In both weighted and unweighted cases the total logratio variance can be decomposed along principal axes to give a low-dimensional reduced view of the samples, called logratio analysis (LRA) (Greenacre and Lewi, 2009; Greenacre, 2010). LRA is the principal component analysis (PCA) of all the pairwise logratios, which is equivalent to the PCA of all the CLRs, in weighted (Greenacre and Lewi, 2009) or unweighted (Aitchison and Greenacre, 2002) forms.

Notice that for a compositional data set of dimensionality J − 1, say (for the case J ≤ I), then any set of J − 1 linearly independent logratios, including any set of J − 1 ALRs, explains the total logratio variance in (2) or (5) completely. This set clearly does not contain the total variance, but explains it totally in a regression sense (Greenacre, 2019). If J > I, as in many high-dimensional datasets, only I − 1 linearly independent logratios are required to explain fully the total logratio variance.

Procrustes Analysis

For any particular set of logratio transformations, the samples in the transformed space can be “fitted" to the exact logratio geometry, using Procrustes analysis (Gower and Dijksterhuis, 2004; Lisboa et al., 2014), to see how close they come to the exact geometry. Suppose the coordinates of the samples in their exact logratio geometry are in the matrix X (I × K), where K is the dimensionality of the space, as explained above. The coordinates are established using LRA and the inter-sample distances in this geometry are exactly the logratio distances. Similarly, suppose the coordinates of the samples in a particular ALR geometry are in the matrix Y (I × K), the same dimensionality as the exact one—for example, if J > I (as in the present case) then the dimensionality of the logratio space is K = I − 1 (one less than the number of samples), and that of the J − 1 ALRs, also involving I samples, is also I − 1. The sample coordinates in the ALR geometry are established using PCA and the inter-sample distances in this ALR geometry will not be the same as the exact logratio distances, partly due to differences in scale and rotation between the two matrices, which are irrelevant to summarizing their distance structure. So Procrustes analysis aims to match the configurations by least squares as closely as possible by three simple operations: centering, scaling and rotation.

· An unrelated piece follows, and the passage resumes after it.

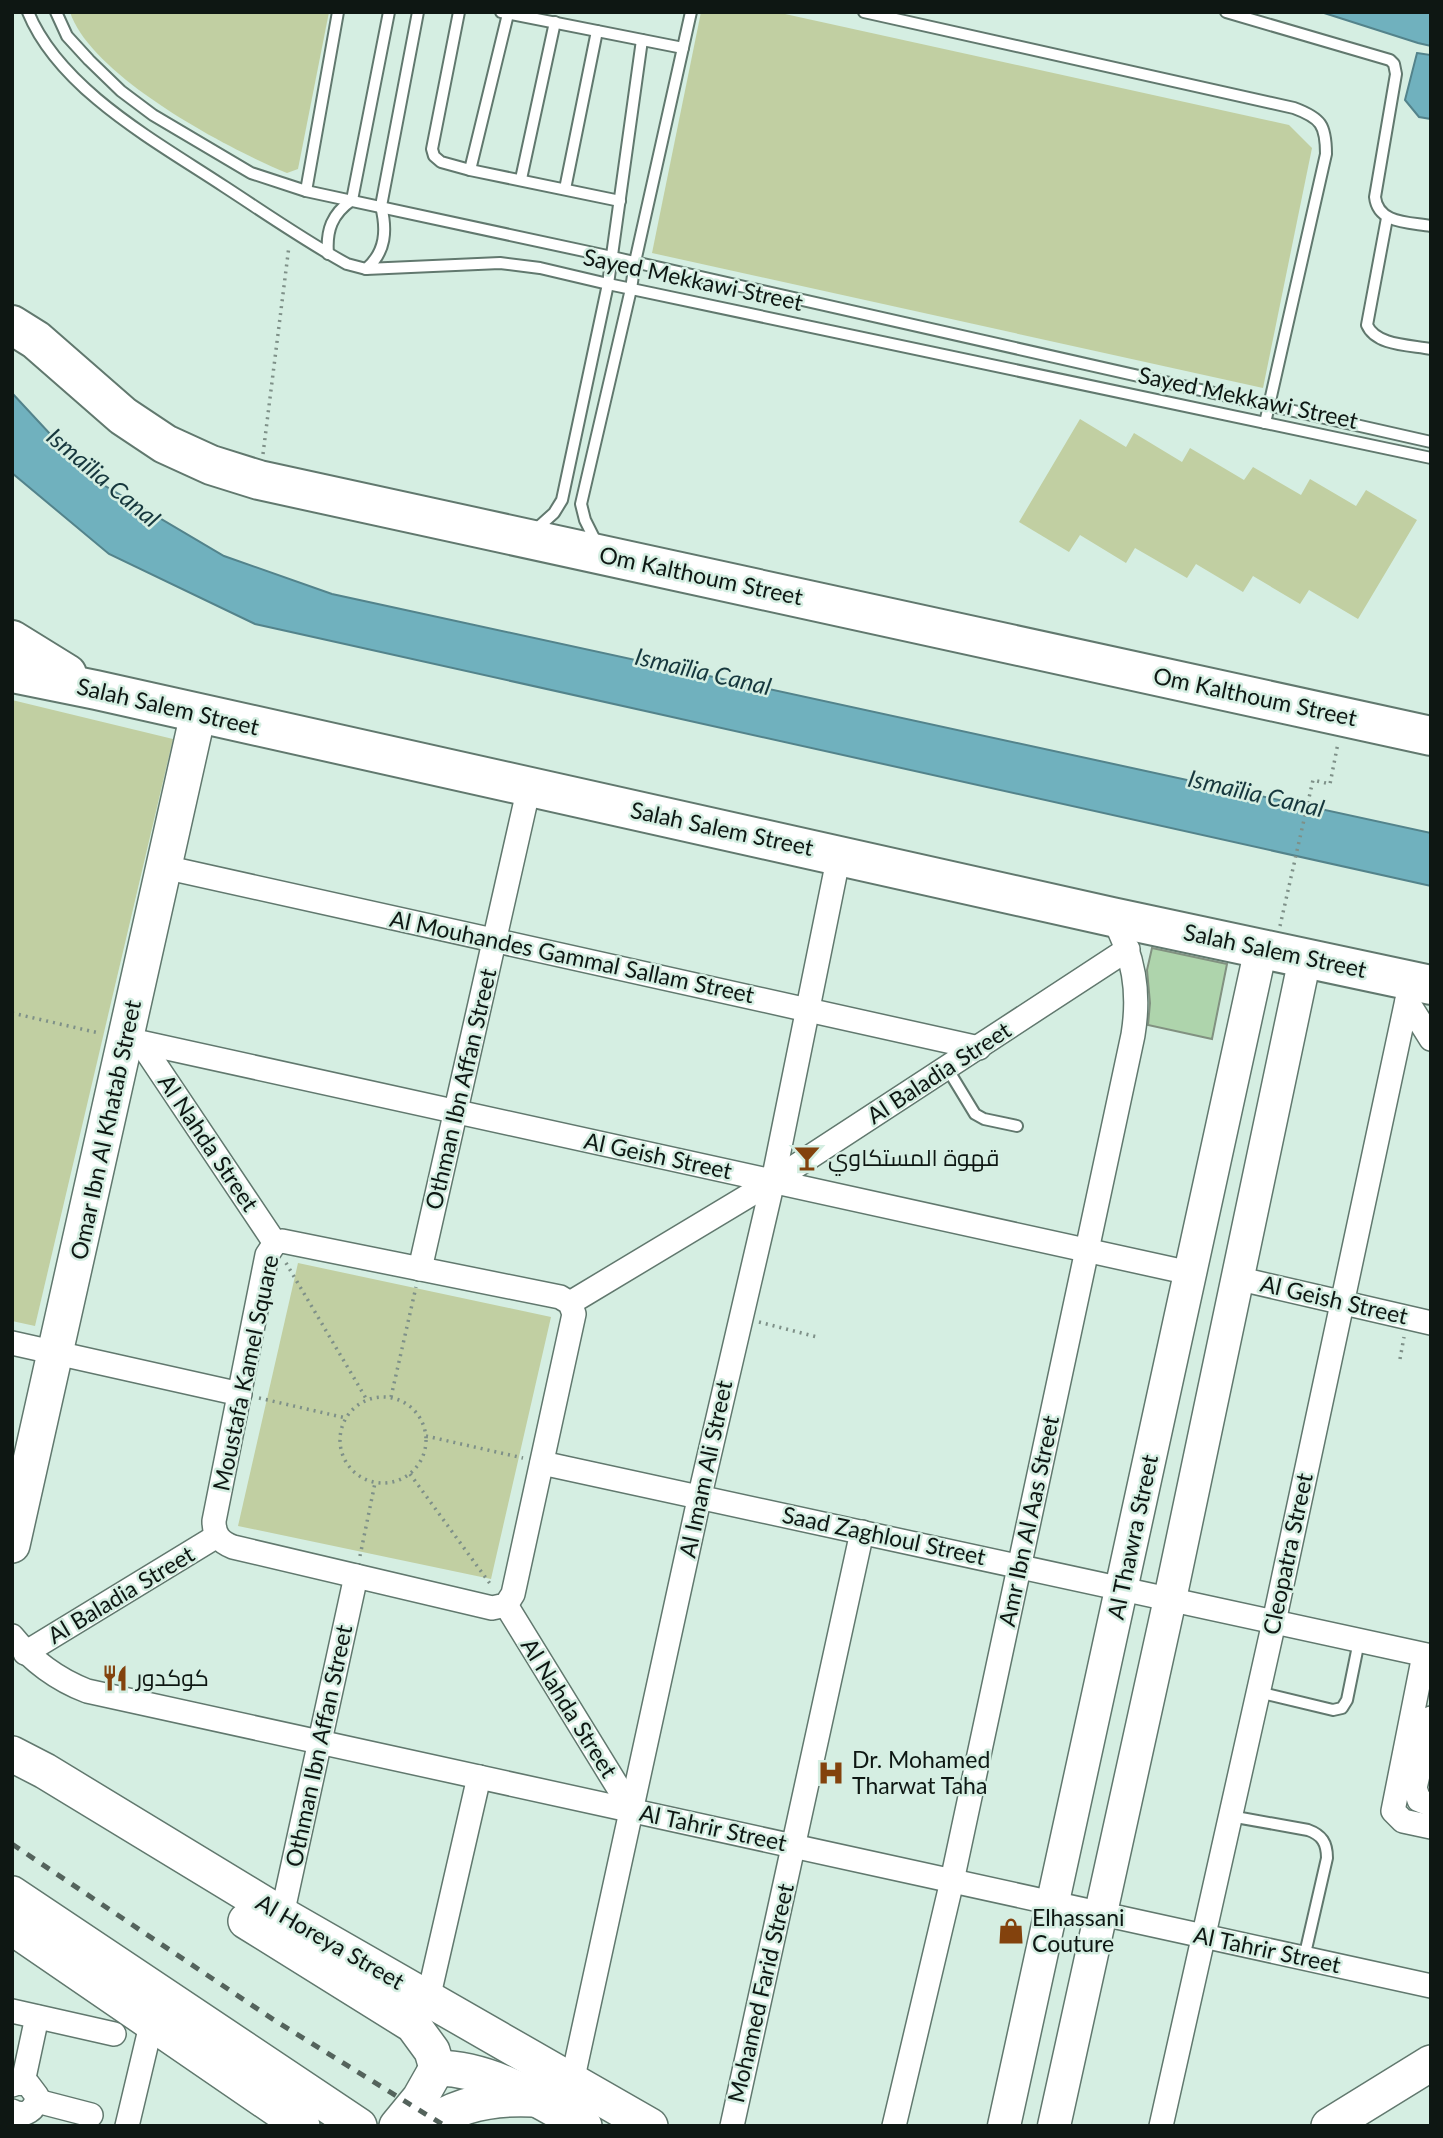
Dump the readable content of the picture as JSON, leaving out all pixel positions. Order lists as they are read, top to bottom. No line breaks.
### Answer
{"streets":{"highway":["Om Kalthoum Street","Salah Salem Street"],"main road":["Omar Ibn Al Khatab Street","Al Horeya Street"],"street":["Al Mouhandes Gammal Sallam Street","Al Baladia Street","Othman Ibn Affan Street","Al Nahda Street","Al Geish Street","Moustafa Kamel Square","Al Imam Ali Street","Amr Ibn Al Aas Street","Saad Zaghloul Street","Al Thawra Street","Cleopatra Street","Al Tahrir Street","Mohamed Farid Street"],"lane":["Sayed Mekkawi Street"]},"crossings":[["Salah Salem Street","Al Baladia Street"],["Salah Salem Street","Othman Ibn Affan Street"],["Salah Salem Street","Omar Ibn Al Khatab Street"],["Salah Salem Street","Al Imam Ali Street"],["Salah Salem Street","Amr Ibn Al Aas Street"],["Salah Salem Street","Al Thawra Street"],["Salah Salem Street","Cleopatra Street"],["Al Mouhandes Gammal Sallam Street","Al Baladia Street"],["Al Mouhandes Gammal Sallam Street","Othman Ibn Affan Street"],["Al Mouhandes Gammal Sallam Street","Omar Ibn Al Khatab Street"],["Al Mouhandes Gammal Sallam Street","Al Imam Ali Street"],["Al Baladia Street","Al Geish Street"],["Al Baladia Street","Moustafa Kamel Square"],["Al Baladia Street","Al Imam Ali Street"],["Al Baladia Street","Amr Ibn Al Aas Street"],["Al Baladia Street","Al Tahrir Street"],["Othman Ibn Affan Street","Al Geish Street"],["Othman Ibn Affan Street","Moustafa Kamel Square"],["Othman Ibn Affan Street","Al Tahrir Street"],["Othman Ibn Affan Street","Al Horeya Street"],["Omar Ibn Al Khatab Street","Al Nahda Street"],["Omar Ibn Al Khatab Street","Al Geish Street"],["Al Nahda Street","Al Geish Street"],["Al Nahda Street","Moustafa Kamel Square"],["Al Nahda Street","Al Imam Ali Street"],["Al Nahda Street","Al Tahrir Street"],["Al Geish Street","Al Imam Ali Street"],["Al Geish Street","Amr Ibn Al Aas Street"],["Al Geish Street","Al Thawra Street"],["Al Geish Street","Cleopatra Street"],["Al Imam Ali Street","Saad Zaghloul Street"],["Al Imam Ali Street","Al Tahrir Street"],["Al Imam Ali Street","Al Horeya Street"],["Amr Ibn Al Aas Street","Saad Zaghloul Street"],["Amr Ibn Al Aas Street","Al Tahrir Street"],["Saad Zaghloul Street","Al Thawra Street"],["Saad Zaghloul Street","Cleopatra Street"],["Saad Zaghloul Street","Mohamed Farid Street"],["Al Thawra Street","Al Tahrir Street"],["Cleopatra Street","Al Tahrir Street"],["Al Tahrir Street","Mohamed Farid Street"]],"water":["Ismaïlia Canal"],"places":{"bar":["قهوة المستكاوي"],"restaurant":["كوكدور"],"hospital":["Dr. Mohamed Tharwat Taha"],"shop":["Elhassani Couture"]}}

The first two operations are trivial: the columns of X and Y are already centered by the LRA and PCA, respectively, and scaling is achieved by dividing each matrix by the square roots of their respective sum-of-squares. Suppose X^* and Y^* are the matrices standardized in this way, then compute the singular value decomposition of their cross-product (^X*)TY^* = UDV^T. The fitting of Y^* to X^* by least-squares fitting is achieved by applying the rotation matrix Q = VU^T to Y^*: Y^*Q. Equivalently, X^* could be fitted to Y^* by applying the inverse rotation Q^T : X^*Q^T.

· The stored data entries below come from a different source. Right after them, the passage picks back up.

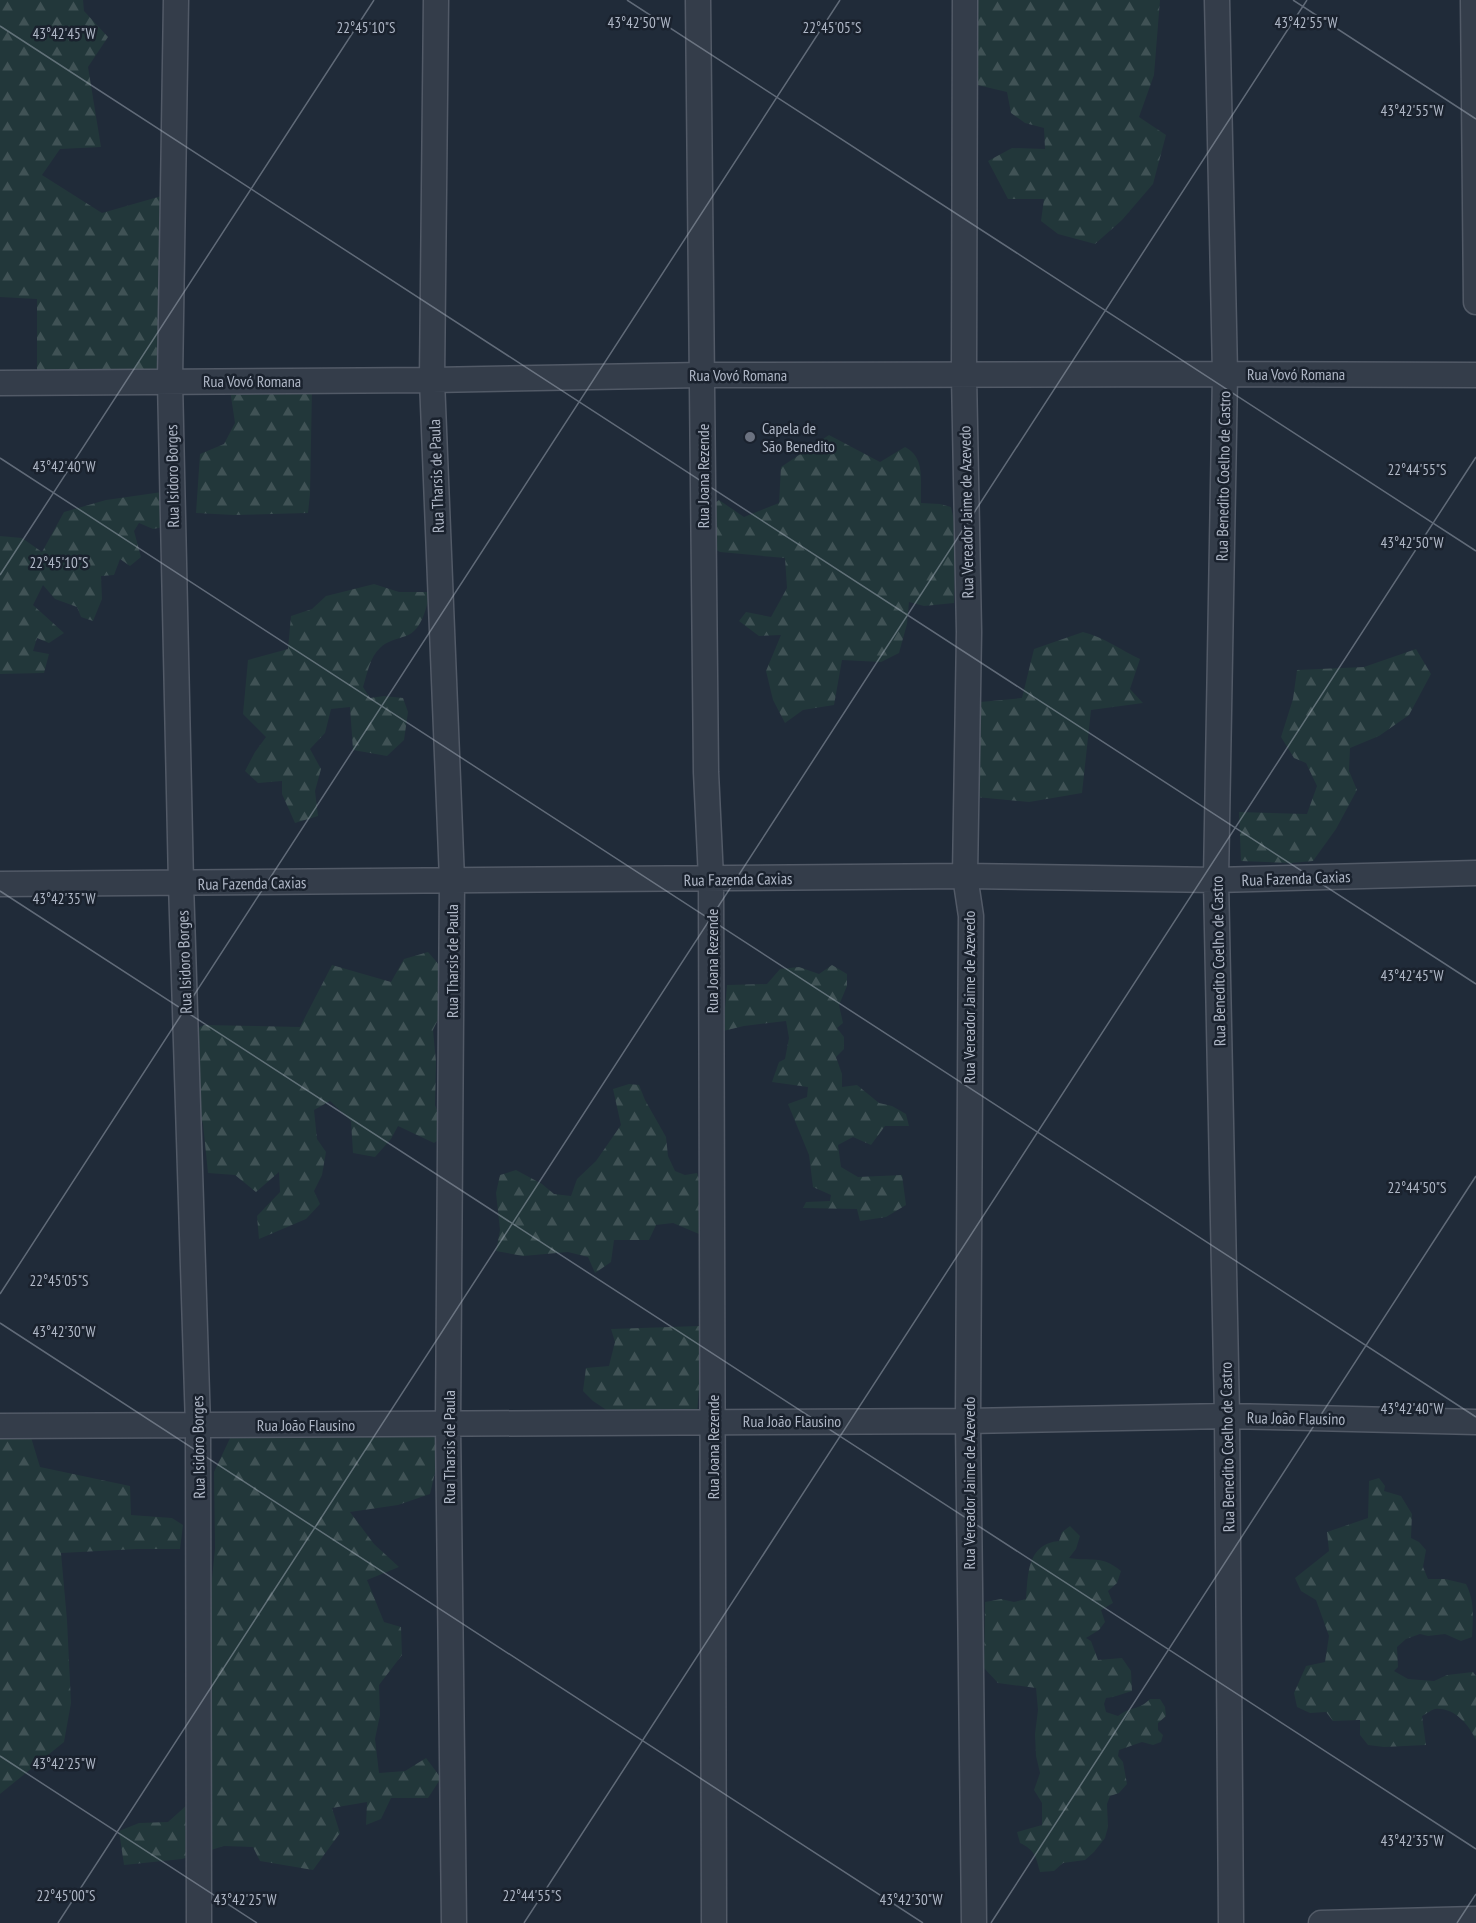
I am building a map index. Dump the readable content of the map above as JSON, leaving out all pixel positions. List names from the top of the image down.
{
  "streets": {
    "street": [
      "Rua Vovó Romana",
      "Rua Isidoro Borges",
      "Rua Tharsis de Paula",
      "Rua Joana Rezende",
      "Rua Benedito Coelho de Castro",
      "Rua Vereador Jaime de Azevedo",
      "Rua Fazenda Caxias",
      "Rua João Flausino"
    ]
  },
  "crossings": [
    ["Rua Vovó Romana", "Rua Isidoro Borges"],
    ["Rua Vovó Romana", "Rua Tharsis de Paula"],
    ["Rua Vovó Romana", "Rua Joana Rezende"],
    ["Rua Vovó Romana", "Rua Benedito Coelho de Castro"],
    ["Rua Vovó Romana", "Rua Vereador Jaime de Azevedo"],
    ["Rua Isidoro Borges", "Rua Fazenda Caxias"],
    ["Rua Isidoro Borges", "Rua João Flausino"],
    ["Rua Tharsis de Paula", "Rua Fazenda Caxias"],
    ["Rua Tharsis de Paula", "Rua João Flausino"],
    ["Rua Joana Rezende", "Rua Fazenda Caxias"],
    ["Rua Joana Rezende", "Rua João Flausino"],
    ["Rua Benedito Coelho de Castro", "Rua Fazenda Caxias"],
    ["Rua Benedito Coelho de Castro", "Rua João Flausino"],
    ["Rua Vereador Jaime de Azevedo", "Rua Fazenda Caxias"],
    ["Rua Vereador Jaime de Azevedo", "Rua João Flausino"]
  ],
  "places": ["Capela de São Benedito"],
  "coordinates": [
    "43°42'50\"W",
    "43°42'55\"W",
    "22°45'10\"S",
    "22°45'05\"S",
    "43°42'45\"W",
    "43°42'40\"W",
    "22°44'55\"S",
    "43°42'35\"W",
    "22°44'50\"S",
    "43°42'30\"W",
    "43°42'25\"W",
    "22°45'00\"S"
  ]
}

The final step is to compute the Procrustes correlation, which measures how close the two configurations are to being exactly matched. The sum-of-squares E of the differences between X^* and Y^*Q lies between 0 and 1, where 0 implies perfect matching and 1 implies total absence of matching. The quantity E can be considered a residual sum-of-squares if one thinks of Y^* being fitted to X^*, and since E has a maximum of 1, then 1 − E is analogous to a coefficient of determination (R²) in a least-squares regression. The Procrustes correlation is thus defined as $R=\sqrt{1-E}$, so that a value near 1 would mean that the ALR geometry is very close to the exact logratio geometry, that is it is almost isometric. The Procrustes correlation R can be equivalently computed as the regular Pearson correlation between the elements of the matrices X^* and Y^*Q strung out as IK × 1 vectors.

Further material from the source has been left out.